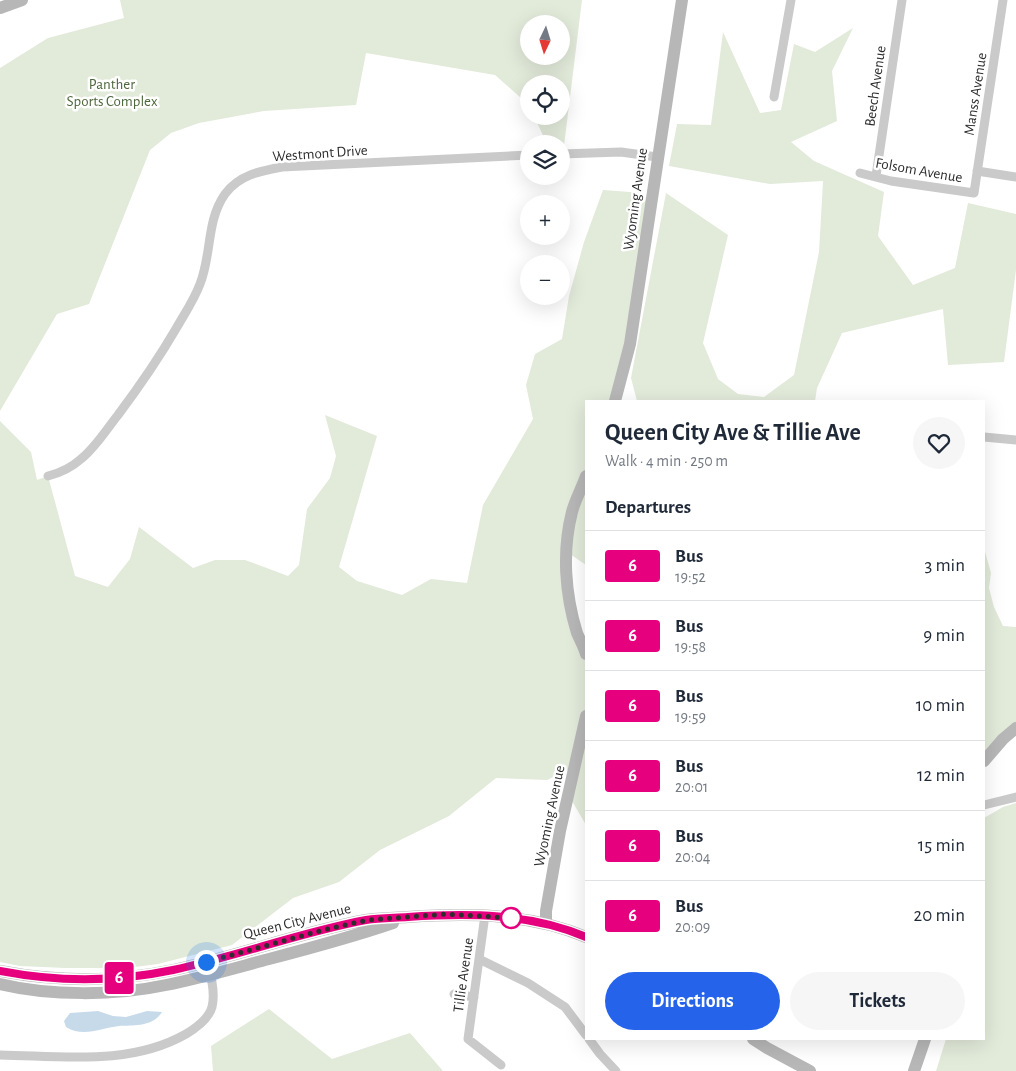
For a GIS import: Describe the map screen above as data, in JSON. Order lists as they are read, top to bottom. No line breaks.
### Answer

..............................

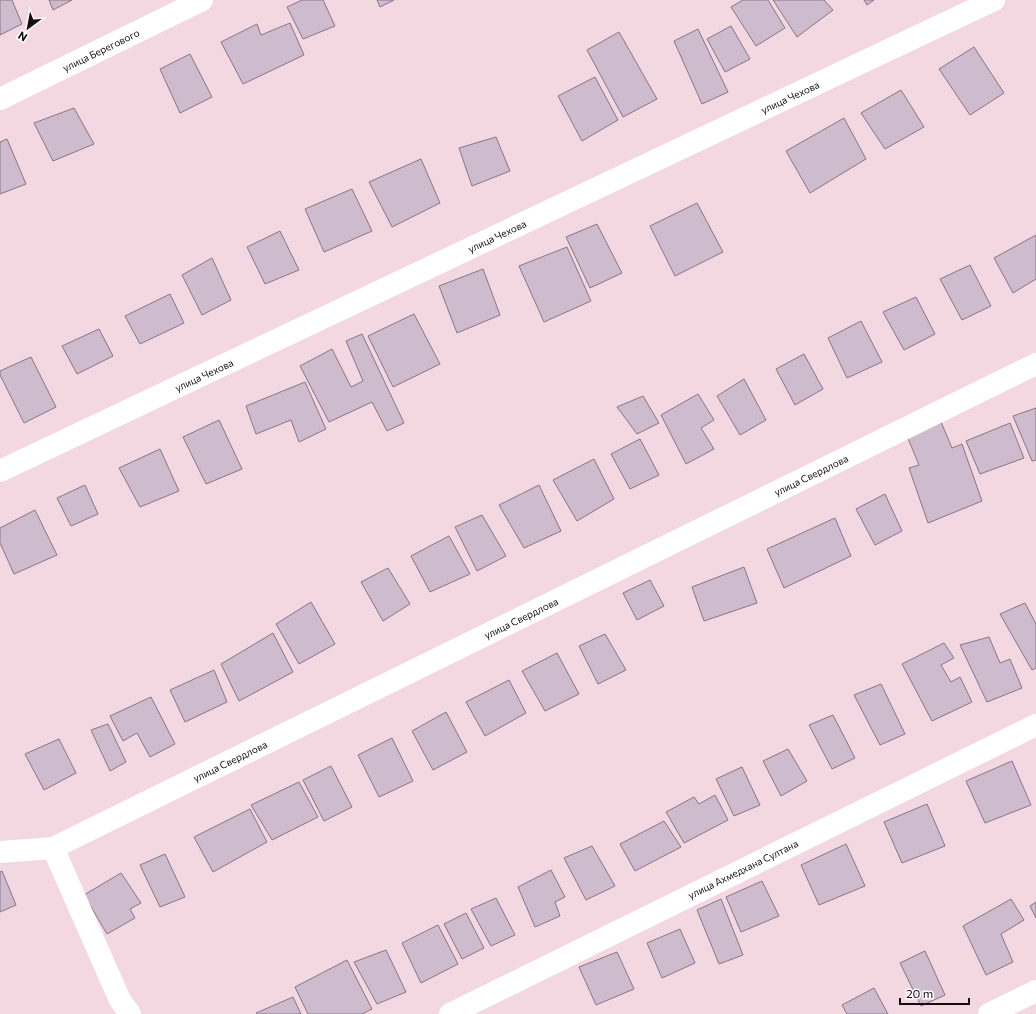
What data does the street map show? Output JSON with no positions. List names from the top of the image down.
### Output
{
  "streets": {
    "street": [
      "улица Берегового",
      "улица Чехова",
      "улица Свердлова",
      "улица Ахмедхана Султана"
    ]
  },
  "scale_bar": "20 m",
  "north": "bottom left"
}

..............................

Exercise brief: Extract each line from the entries above that contains the string "data".

Task response:
For a GIS import: Describe the map screen above as data, in JSON. Order lists as they are read, top to bottom. No line breaks.
What data does the street map show? Output JSON with no positions. List names from the top of the image down.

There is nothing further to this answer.